一番幸せな休日の過ごし方(その2) (前編)

一番幸せな休日の過ごし方(その2) (前編)

(白緋+冴島+久遠)

 

 

*(ドラマ)CBとSPE◯翔のクロスオーバーものになります。

*キャラクターがドラマの設定上から外れている為、すみませんと先にお詫びしておきます。

*前編では白石さんはお休み中です。

 


 平日は朝から晩遅くまでお仕事で一日お家を空けている、あたしと白石のお部屋のお掃除はどうしているのか気になる人も居るはず。

 それなら、休日は朝から起きて掃除を開始すると思うでしょ? だがしかし、違うんだなこれが。

 内情を少々お話すると、ここ最近は繁忙期に入ったこともあり、情けないことにあたしも白石と同様に疲労困憊で半日ベッドから出られない為、とある人物に家事の代行を依頼して週末の来れられる時だけお願いしているのが現状なのです。

 


 ガーガー…ゴロゴロ〜…

 

「ちょっと脚上げてください…」

「んー」

 

 ガーガー…ゴゴゴ〜〜ッ…ズズッ…


「ここも拭いときますか?」

「んー、よろしく〜」


 拭き拭き…キュッキュッ…ピカーッ!


「ローテーブル綺麗になったねぇ。そこができたら、次はお洗濯ね」

「はい、かしこまりました」


 今回は助っ人さんの部下も来てくれて、お仕事に関しては大変優秀だと聞いているとおりに、従順に奉仕してくれるいい子じゃないですか、我が妹よ。

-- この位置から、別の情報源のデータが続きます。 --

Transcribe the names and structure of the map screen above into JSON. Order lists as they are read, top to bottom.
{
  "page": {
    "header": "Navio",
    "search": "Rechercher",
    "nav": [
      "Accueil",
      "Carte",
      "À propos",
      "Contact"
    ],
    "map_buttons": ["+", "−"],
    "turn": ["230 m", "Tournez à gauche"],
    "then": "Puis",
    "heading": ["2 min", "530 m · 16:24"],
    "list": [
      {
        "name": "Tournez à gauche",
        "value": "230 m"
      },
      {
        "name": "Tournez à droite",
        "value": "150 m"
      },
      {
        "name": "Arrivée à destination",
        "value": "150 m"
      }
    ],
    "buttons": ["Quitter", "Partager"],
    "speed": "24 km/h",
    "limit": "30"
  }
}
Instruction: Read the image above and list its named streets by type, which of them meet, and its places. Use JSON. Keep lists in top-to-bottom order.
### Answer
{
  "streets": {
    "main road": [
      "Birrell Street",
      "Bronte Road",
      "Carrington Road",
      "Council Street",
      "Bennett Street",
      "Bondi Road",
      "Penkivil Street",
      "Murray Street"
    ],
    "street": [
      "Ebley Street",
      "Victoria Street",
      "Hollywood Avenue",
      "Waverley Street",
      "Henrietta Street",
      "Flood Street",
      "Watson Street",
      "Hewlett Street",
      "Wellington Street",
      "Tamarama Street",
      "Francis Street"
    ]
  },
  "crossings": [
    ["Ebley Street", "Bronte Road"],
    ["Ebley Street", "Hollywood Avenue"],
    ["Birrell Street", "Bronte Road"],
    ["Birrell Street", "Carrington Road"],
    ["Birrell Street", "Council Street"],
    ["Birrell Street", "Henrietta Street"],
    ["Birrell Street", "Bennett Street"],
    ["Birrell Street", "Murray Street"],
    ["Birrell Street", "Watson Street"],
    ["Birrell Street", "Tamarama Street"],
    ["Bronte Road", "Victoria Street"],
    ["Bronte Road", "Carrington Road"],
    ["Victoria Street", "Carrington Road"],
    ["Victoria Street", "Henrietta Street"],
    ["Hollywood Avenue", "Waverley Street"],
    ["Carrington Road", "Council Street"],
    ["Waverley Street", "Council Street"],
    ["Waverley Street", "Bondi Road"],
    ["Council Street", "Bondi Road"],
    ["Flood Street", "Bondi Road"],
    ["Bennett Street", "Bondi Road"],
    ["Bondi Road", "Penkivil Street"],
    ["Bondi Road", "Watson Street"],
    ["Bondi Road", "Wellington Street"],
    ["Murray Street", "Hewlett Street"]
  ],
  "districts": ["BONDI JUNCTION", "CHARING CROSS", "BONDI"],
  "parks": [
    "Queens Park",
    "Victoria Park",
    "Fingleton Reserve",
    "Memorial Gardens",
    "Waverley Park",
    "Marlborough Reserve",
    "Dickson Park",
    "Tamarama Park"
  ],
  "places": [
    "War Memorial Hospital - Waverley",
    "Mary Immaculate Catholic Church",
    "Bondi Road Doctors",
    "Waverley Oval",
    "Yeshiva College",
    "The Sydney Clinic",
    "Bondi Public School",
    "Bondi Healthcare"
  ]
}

「…ゴホン、お洗濯は緋山さんのメインワークなので、わたし達は他の部屋の掃除をしましょう」

「んもー、冴島は指示出さなくてもいいのよ!」

「そうですか…わかりました。久遠さん、緋山さんはすこぶる体調が良くてお元気そうなので引き上げますよ」

「はい、それではお片付けしますね」

「待ってよぉ〜、本当は空元気なの…ソファーから離れ難いくらいお疲れなのよ、お願い信じて望ちゃん…」

 

 冴島の部下の久遠さんは、末妹の紗綾と同じ顔のあたしにお願いされると弱いみたいだ。

 

「わたしは信じてますよ…紗綾さん、わたし頑張ってお掃除とお洗濯するね」

「望ちゃんありがとう……ちらっ…ひぇえ」

 

 眉間にシワを寄せてあたしをジトッと睨む冴島は呆れているのか妬いているのか、どちらか分からずいそいそとブランケットを被って逃げ隠れた。

 

「…まったく仕方ない人ですね…いいわ、わたしがお洗濯をするから久遠さんはリビングダイニングの続きの掃除機掛けを廊下までお願いするわ」

「冴島補佐、かしこまりました」

 

 ここは仕事場ではないのに、律儀に冴島にペコリと頭を下げた望ちゃんは掃除機を手に持って掛け始めた。

 

「それで、あなたと恵の洗濯物は全て出しているんですか?」

「ん〜、昨日の晩に脱いだ下着以外は出してる筈だけど…」

「それはどこで脱いだの?」

「寝室…」

「寝室ですね、かしこまりました」

 

 寝室に脱いだ下着が落ちている=夜の営み後の濃厚な空間の進行系なので…

 

(愛の巣で寝ている嫁は未だに生まれたままの姿だった様な記憶が…そこで冴島が万が一、掛け布団をめくったりしたら…ワ〜オ!!)

 

 これは一つの危機的状況なのかもしれないと察知して、冴島の寝室入りを阻止せねばならないと思った。